Thanks Mimi for your comments.

On Fri, 14 Jun 2019 at 05:33, Mimi Zohar [off-list ref] wrote:

On Thu, 2019-06-13 at 09:40 -0700, Casey Schaufler wrote:

quoted

On 6/13/2019 3:30 AM, Sumit Garg wrote:

quoted

Add support for TEE based trusted keys where TEE provides the functionality
to seal and unseal trusted keys using hardware unique key. Also, this is
an alternative in case platform doesn't possess a TPM device.

This series also adds some TEE features like:

Please expand the acronym TEE on first use. That will
help people who don't work with it on a daily basis
understand what you're going on about.

Thanks, Casey.

"[6/7] doc: keys: Document usage of TEE based Trusted Keys" refers to
the kernel tee documentation, but that documentation is limited to
userspace interaction with the tee.

Thanks for pointing this out. I will update documentation to include
TEE bus approach and communication apis for kernel clients.

BTW, the interface is similar as with user-space. Only difference is
instead of IOCTL's from user-space, there are wrapper apis to
communicate with TEE.

Also, in case someone is interested to learn about TEE technology,
this webinar [1] could be one of starting points.

A trusted key is a random number generated and sealed(encrypted) by
the TPM, so that only the TPM may unseal it.  The sealing key never
leaves the TPM.  The sealed, trusted key may be exported to userspace.

Understood.

 In the tee case, can the "sealing" key ever leave the tee?

No, the "sealing" key never leaves TEE. Its basically a Hardware
Unique Key (HUK) tied to a particular SoC.

 Can the
sealed, trusted key, exported to userspace, be unsealed by the tee?

You mean using user-space interface to TEE? If yes, then answer is
"no" as user-space can't communicate with this TEE service as its
accessible to kernel clients only (see patch [2]).

In case you meant loading exported trusted key blob via "keyctl", then
"yes" this driver can unseal the trusted key. Have a look at examples
I have listed in documentation patch [3]. Also, this approach works
well across power cycles too.

 Are the tee security protections similar to those of the TPM?  How do
they compare?

Let me try to compare both environments. Regarding TEE, I will refer
to OP-TEE [4] as one of its implementation.

TPM:

1. External hardware.
2. Sealing key resides inside TPM.
3. Communicates via SPI, I2C etc.

OP-TEE:

1. On chip, trusted execution environment enforced via ARM TrustZone.
2. Sealing key is unique to a particular SoC provided by secure fuses,
secure crypto engine etc.
3. Communicates via Secure Monitor Calls (SMCs [5]).

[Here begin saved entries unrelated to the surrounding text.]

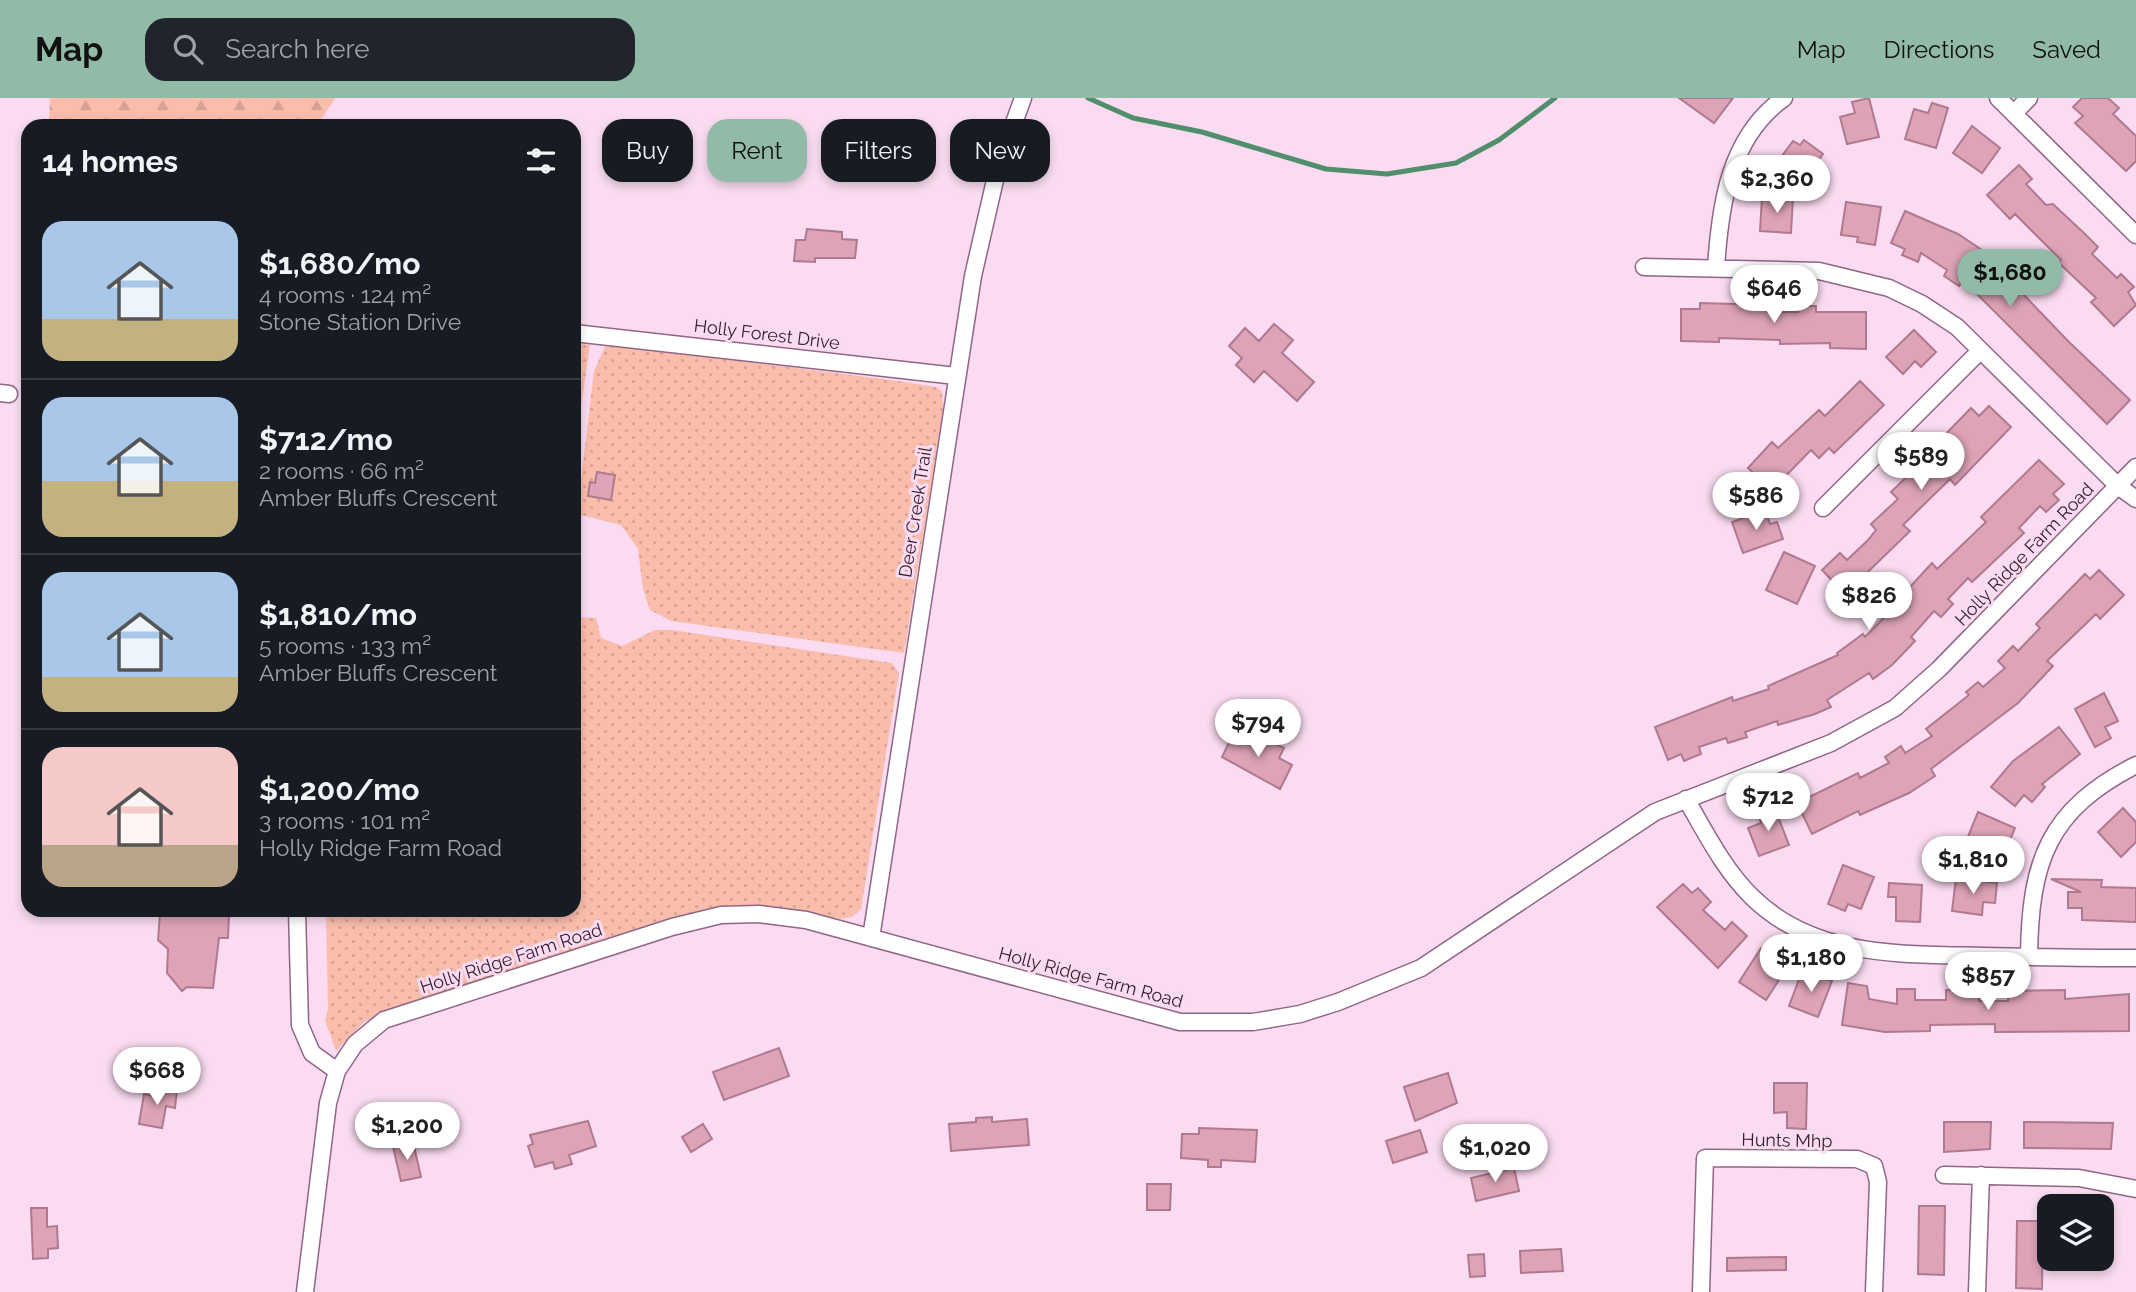 <!DOCTYPE html>
<meta charset="utf-8">
<style>
:root{--surface:#171b24;--page:#20242c;--text:#f1f3f6;--muted:#9ea1a6;--line:#363941;--accent:#91baa7}
body{margin:0;font-family:Raleway,sans-serif;background:var(--page);color:var(--text);height:100vh;display:flex;flex-direction:column;font-size:26px;white-space:nowrap}
*{box-sizing:border-box;margin:0}
p{font-size:23px;color:var(--muted)}
.icon{flex:none;width:38px;height:38px;fill:none;stroke:currentColor;stroke-width:2;stroke-linecap:round;stroke-linejoin:round}
.map{position:relative;flex:1;overflow:hidden}
.sheet{position:absolute;left:21px;top:21px;width:560px;height:798px;display:flex;flex-direction:column;background:var(--surface);border-radius:21px;box-shadow:0 4px 10px #0003}
.sheet>*{flex:none}
.top-card{position:absolute;left:602px;top:21px;width:665px;height:63px;display:flex;gap:14px}
.buttons{position:absolute;left:2037px;top:1096px;display:grid;gap:14px}
.buttons a{display:grid;place-items:center;width:77px;height:77px;border-radius:14px;background:var(--surface);box-shadow:0 4px 10px #0003;font-size:35px}
.price{position:absolute;translate:-50% -60px;padding:0 16px;border-radius:24px;background:#fff;color:#222;font-size:23px;line-height:46px;filter:drop-shadow(0 2px 4px #0008)}
.price::after{content:'';position:absolute;left:50%;top:42px;width:21px;height:16px;margin-left:-10px;background:inherit;clip-path:polygon(0 0,100% 0,50% 100%)}
.price.active{background:var(--accent);color:#111}
ul{padding:0;list-style:none}
li{display:flex;align-items:center;gap:21px;height:175px;padding:0 21px}
li+li{border-top:2px solid var(--line)}
li span{display:grid;place-items:center;flex:none;width:196px;height:140px;border-radius:21px;color:#555}
li>.icon{margin-inline-start:auto}
span .icon{width:84px;height:84px;fill:#fffc;stroke-width:1}
li b{font-size:30px}
h2{display:flex;justify-content:space-between;align-items:center;height:84px;padding:0 21px;font-size:30px}
.tag{padding:0 24px;border-radius:21px;background:var(--surface);box-shadow:0 4px 10px #0003;font-size:24px;line-height:63px}
.tag.active{background:var(--accent);color:#111}
header{display:flex;align-items:center;gap:42px;box-sizing:border-box;height:98px;padding:0 35px;background:var(--accent);color:#111}
header strong{font-size:33px}
nav{display:flex;gap:38px;margin-inline-start:auto;font-size:24px}
.search{width:490px;height:63px;background:var(--page);display:flex;align-items:center;gap:18px;box-sizing:border-box;padding:0 24px;border-radius:21px;color:var(--muted);font-size:26px}
.map>svg:first-child{display:block}
</style>
<header>
<strong>Map</strong>
<div class="search"><svg class="icon" aria-label="search" viewBox="0 0 24 24"><circle cx="10" cy="10" r="6"/><path d="M15 15l6 6"/></svg>Search here</div>
<nav><a>Map</a><a>Directions</a><a>Saved</a></nav>
</header>
<div class="map">
<svg width="2136" height="1194" viewBox="0 0 2136 1194">
<defs>
<pattern id="grass-dots" width="8" height="8" patternUnits="userSpaceOnUse" patternTransform="scale(1.75)"><rect width="8" height="8" fill="#fabdac"/><path d="M2 2h.1M6 6h.1" fill="none" stroke="#d7a294" stroke-width="1.8" stroke-linecap="round"/></pattern>
<pattern id="forest-firs" width="22" height="20" patternUnits="userSpaceOnUse" patternTransform="scale(1.75)"><rect width="22" height="20" fill="#fabdac"/><path d="M5 1l3.5 6h-7zM16 11l3.5 6h-7z" fill="#d7a294"/></pattern>
</defs>
<rect width="100%" height="100%" fill="#fadbf1"/>
<!-- grass -->
<path fill="url(#grass-dots)" d="M574,245l16,2 -16,109z
M613,247l285,36 38,6 6,5 1,17 -39,244 -233,-32 -21,-11 -7,-21 -5,-40 -17,-24 -44,-11 17,-143 11,-24z
M577,519l19,1 5,20 21,8 33,-16h17l220,33 7,10 -38,236 -9,8 -14,2 -53,-11 -48,-2 -45,7 -291,93 -37,16 -28,29 -11,-31 3,-11 -2,-99h248v-276z"/>
<!-- forest -->
<path fill="url(#forest-firs)" d="M50,0h285l-18,28h-268z"/>
<g fill="none" stroke-linecap="round" stroke-linejoin="round">
<!-- stream -->
<path stroke="#518e6b" stroke-width="5" d="M1088,0l45,20 69,14 124,37 61,5 69,-11 43,-23 56,-42"/>
</g>
<!-- building -->
<path fill="#dda3b7" stroke="#b0798d" stroke-width="2" d="M1679,0h54l-19,25z
M1869,0l10,39 -32,7 -7,-27 15,-4 -3,-11z
M2082,0h26l11,10 -6,6 23,22v25l-10,10 -51,-48 8,-7 -10,-9z
M1932,5l16,5 -12,40 -31,-9 9,-30 14,4z
M1972,28l28,22 -18,25 -29,-20z
M750,34l17,1 -1,25 -19,-1z
M1804,42l19,14 -22,29 -25,-19 17,-23 7,4z
M2019,67l13,14 -6,5 20,21 7,-1 33,31 12,12 -6,7 25,24 4,-4 13,13 -6,5 8,13 -22,21 -23,-24 5,-4 -37,-35 2,-3 -46,-46 -5,5 -23,-24z
M1762,99l31,1 -2,35 -31,-2z
M1846,104l35,5 -6,38 -18,-3 1,-5 -17,-2z
M1905,113l53,23 24,16 -1,2 43,39 -2,2 46,48 62,59 -23,24 -144,-144 -4,6 -15,-10 3,-6 -26,-17 -3,9 -16,-7 3,-6 -14,-6z
M807,131l35,3v7l15,1 -2,18h-40v4l-21,-1 2,-21h9z
M1700,205l68,2 -1,7h31v-6h18v6h50v37l-36,-1v-5l-50,1v-4l-61,-2v4l-38,-1v-32h19z
M1274,226l19,16 -11,13 32,29 -17,19 -33,-30 -10,11 -18,-17 6,-7 -13,-12 16,-18 14,13z
M1914,232l22,22 -15,15 -6,-6 -12,13 -17,-17z
M1860,283l24,24 -50,48 -5,-5 -10,10 -8,-8 -39,40 -24,-22 24,-26 6,6 41,-38 6,6z
M1989,308l22,21 -56,58 -5,-6 -47,46 7,6 -65,63 -23,-24 18,-17 7,7 21,-20 8,-10 -5,-6 27,-25 -7,-7 26,-25 3,4 21,-20 -6,-6 36,-37 8,8z
M2039,362l25,24 -11,10 6,6 -13,12 -6,-6 -21,22 5,5 -52,49 -4,-4 -20,21 5,5 -12,13 -7,-6 -23,26 4,4 -23,24 -19,14 -4,-6 -42,27 4,7 -16,7 -37,11 -1,-4 -32,11 2,5 -19,6 -2,-5 -27,9 2,7 -17,7 -3,-7 -13,6 -13,-33 77,-30 1,4 36,-12 -1,-3 70,-31 -1,-2 26,-19 2,3 46,-47 -2,-2 23,-25 5,6 49,-47 -5,-5z
M597,374l18,3 -4,25 -23,-4 2,-14 5,1z
M1765,412l5,14 7,-2 6,17 -40,14 -11,-31z
M1784,454l31,14 -18,38 -31,-14z
M2099,472l25,25 -24,24 -4,-5 -49,47 6,5 -35,37 -87,66 4,7 -26,17 -49,22 -2,-4 -46,23 -15,-31 61,-30 2,5 29,-15 -4,-6 16,-11 4,7 27,-17 -6,-7 43,-34 -3,-3 12,-10 5,5 22,-19 -7,-7 15,-15 5,5 22,-23 -4,-4 49,-50 5,5z
M2104,595l14,28 -13,6 6,11 -16,9 -20,-38z
M2059,629l21,27 -38,30 3,3 -13,15 -8,-7 -9,11 -24,-19 22,-26z
M1234,634l30,14 3,-6 17,8 -5,10 13,7 -12,24 -58,-32z
M1774,708l15,39 -30,11 -11,-28 13,-5 -3,-11z
M2123,710l13,14v20l-15,15 -23,-25z
M1978,714l37,16 -8,19 -5,-3 -5,13 -32,-13z
M1843,767l31,12 -13,32 -13,-5 -3,7 -17,-7z
M1956,780l41,5 -2,20 -12,-1 -1,13 -30,-4z
M2051,781l51,1 -1,7 35,1v34l-54,-2v-12h-14v-16h13z
M1889,785l33,2 -2,37 -24,-1v-24h-8z
M1683,786l9,9 6,-5 13,14 -8,8 22,20 7,-8 15,14 -29,32 -61,-61z
M192,813l37,2 -1,25h-9l-6,50 -26,-1 -5,4 -15,-18 1,-24 -10,-9 2,-27 32,2z
M1761,850l16,10 -3,4 12,7 -20,31 -27,-18z
M1801,876l13,4 1,-4 17,7 -14,36 -29,-11z
M1848,885l19,3 2,13 28,5v-15h18v11h31v-10h33v11h29v-10l57,-1v9l64,-5v37l-134,1v-8l-65,1v6l-45,1 -43,-7z
M779,950l10,28 -65,24 -11,-28z
M1448,975l9,30 -42,18 -11,-34z
M1774,985h33l-1,46 -19,-1v-16l-13,1z
M155,989l22,3 -2,18 -9,-2 -4,22 -23,-4 5,-30 10,2z
M992,1019v5l35,-3 2,26 -78,6 -2,-27 27,-2v-4z
M588,1023l8,25 -27,9 3,9 -17,5 -2,-7 -18,5 -7,-21 5,-2 -3,-9z
M1944,1024h47l-1,27 -46,3z
M2024,1024l89,1 -2,26 -87,-1z
M703,1026l9,15 -21,13 -9,-15z
M1199,1030l58,2 -2,32 -34,-2v7h-13v-7l-27,-2 1,-24h17z
M1420,1032l7,22 -34,11 -7,-22z
M413,1044l8,35 -20,4 -8,-34z
M1514,1070l5,23 -43,10 -5,-23z
M1147,1086h24l-1,26h-23z
M1919,1108h26l-1,69 -26,-1z
M31,1110h16v19l10,-1 1,22 -10,1v9l-15,1z
M2017,1123h26l-1,68 -26,-1z
M1561,1151l2,22 -42,2 -1,-22z
M1484,1156l1,22 -15,1 -2,-22z
M1786,1159v13l-59,1v-13z"/>
<g fill="none" stroke-linecap="round" stroke-linejoin="round">
<defs>
<path id="street" d="M1998,0l138,137
M2015,14l14,-14
M1644,169l175,4 70,17 33,16 35,23 161,159 18,13
M1716,170c4,-63 13,-131 68,-170
M574,235l382,43
M0,295l9,1
M1823,410l157,-157
M1686,701c20,34 37,69 65,97 62,62 150,58 231,60 51,1 103,2 154,2
M297,812l3,115 12,28 25,18
M871,840l102,-662 25,-109 25,-69
M2029,859c1,-96 19,-147 107,-192
M1944,1077l135,3 57,11
M305,1194l23,-189 9,-32 18,-27 29,-24 288,-93 49,-12 38,-1 47,6 374,102h73l47,-8 38,-12 83,-34 234,-156 176,-69 64,-35 44,-39 197,-202
M1701,1194l4,-134 152,1 17,7 4,16 -4,110
M1977,1194l4,-117"/>
</defs>
<!-- street casing -->
<use href="#street" stroke="#916586" stroke-width="19"/>
<!-- street -->
<use href="#street" stroke="#fff" stroke-width="16"/>
</g>
<g text-anchor="middle" dominant-baseline="central" stroke-width="6" stroke-linejoin="round" paint-order="stroke">
<!-- street labels -->
<g font-size="18" fill="#321f2d" stroke="#fadbf1">
<text transform="translate(767 236) rotate(7)">Holly Forest Drive</text>
<text transform="translate(915 414) rotate(-81)">Deer Creek Trail</text>
<text transform="translate(2024 456) rotate(-46)">Holly Ridge Farm Road</text>
<text transform="translate(511 860) rotate(-18)">Holly Ridge Farm Road</text>
<text transform="translate(1091 879) rotate(15)">Holly Ridge Farm Road</text>
<text transform="translate(1787 1042) rotate(1)">Hunts Mhp</text>
</g>
</g>
</svg>
<div class="buttons">
<a><svg class="icon" aria-label="layers" viewBox="0 0 24 24"><path d="M12 4l9 5-9 5-9-5zM3 14l9 5 9-5"/></svg></a>
</div>
<b class="price" style="left:1777px;top:117px">$2,360</b>
<b class="price active" style="left:2010px;top:211px">$1,680</b>
<b class="price" style="left:1774px;top:227px">$646</b>
<b class="price" style="left:1921px;top:394px">$589</b>
<b class="price" style="left:1756px;top:434px">$586</b>
<b class="price" style="left:1869px;top:534px">$826</b>
<b class="price" style="left:1258px;top:661px">$794</b>
<b class="price" style="left:1768px;top:735px">$712</b>
<b class="price" style="left:1973px;top:798px">$1,810</b>
<b class="price" style="left:1811px;top:896px">$1,180</b>
<b class="price" style="left:1988px;top:914px">$857</b>
<b class="price" style="left:157px;top:1009px">$668</b>
<b class="price" style="left:407px;top:1064px">$1,200</b>
<b class="price" style="left:1495px;top:1086px">$1,020</b>
<div class="top-card">
<a class="tag">Buy</a>
<a class="tag active">Rent</a>
<a class="tag">Filters</a>
<a class="tag">New</a>
</div>
<section class="sheet">
<h2>14 homes<svg class="icon" aria-label="filters" viewBox="0 0 24 24"><path d="M4 7h16M4 17h16"/><circle cx="9" cy="7" r="2"/><circle cx="15" cy="17" r="2"/></svg></h2>
<ul>
<li><span style="background:linear-gradient(#a9c7e8 70%,#c2b280 0)"><svg class="icon" aria-label="home" viewBox="0 0 24 24"><path d="M3 11l9-7 9 7M6 9v11h12V9"/></svg></span><div><b>$1,680/mo</b><p>4 rooms · 124 m²</p><p>Stone Station Drive</p></div></li>
<li><span style="background:linear-gradient(#a9c7e8 60%,#c2b280 0)"><svg class="icon" aria-label="home" viewBox="0 0 24 24"><path d="M3 11l9-7 9 7M6 9v11h12V9"/></svg></span><div><b>$712/mo</b><p>2 rooms · 66 m²</p><p>Amber Bluffs Crescent</p></div></li>
<li><span style="background:linear-gradient(#a9c7e8 75%,#c2b280 0)"><svg class="icon" aria-label="home" viewBox="0 0 24 24"><path d="M3 11l9-7 9 7M6 9v11h12V9"/></svg></span><div><b>$1,810/mo</b><p>5 rooms · 133 m²</p><p>Amber Bluffs Crescent</p></div></li>
<li><span style="background:linear-gradient(#f6c9c9 70%,#b9a48a 0)"><svg class="icon" aria-label="home" viewBox="0 0 24 24"><path d="M3 11l9-7 9 7M6 9v11h12V9"/></svg></span><div><b>$1,200/mo</b><p>3 rooms · 101 m²</p><p>Holly Ridge Farm Road</p></div></li>
</ul>
</section>
</div>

[1] https://globalplatform.org/resource-publication/webinar-an-introduction-to-tee-technology/
[2] [RFC 3/7] tee: add private login method for kernel clients
[3] [RFC 6/7] doc: keys: Document usage of TEE based Trusted Keys
[4] https://optee.readthedocs.io/general/about.html
[5] http://infocenter.arm.com/help/topic/com.arm.doc.den0028b/ARM_DEN0028B_SMC_Calling_Convention.pdf


-Sumit

Mimi

quoted

quoted

Patch #1, #2 enables support for registered kernel shared memory with TEE.

Patch #3 enables support for private kernel login method required for
cases like trusted keys where we don't wan't user-space to directly access
TEE service to retrieve trusted key contents.

Rest of the patches from #4 to #7 adds support for TEE based trusted keys.

This patch-set has been tested with OP-TEE based pseudo TA which can be
found here [1].

Looking forward to your valuable feedback/suggestions.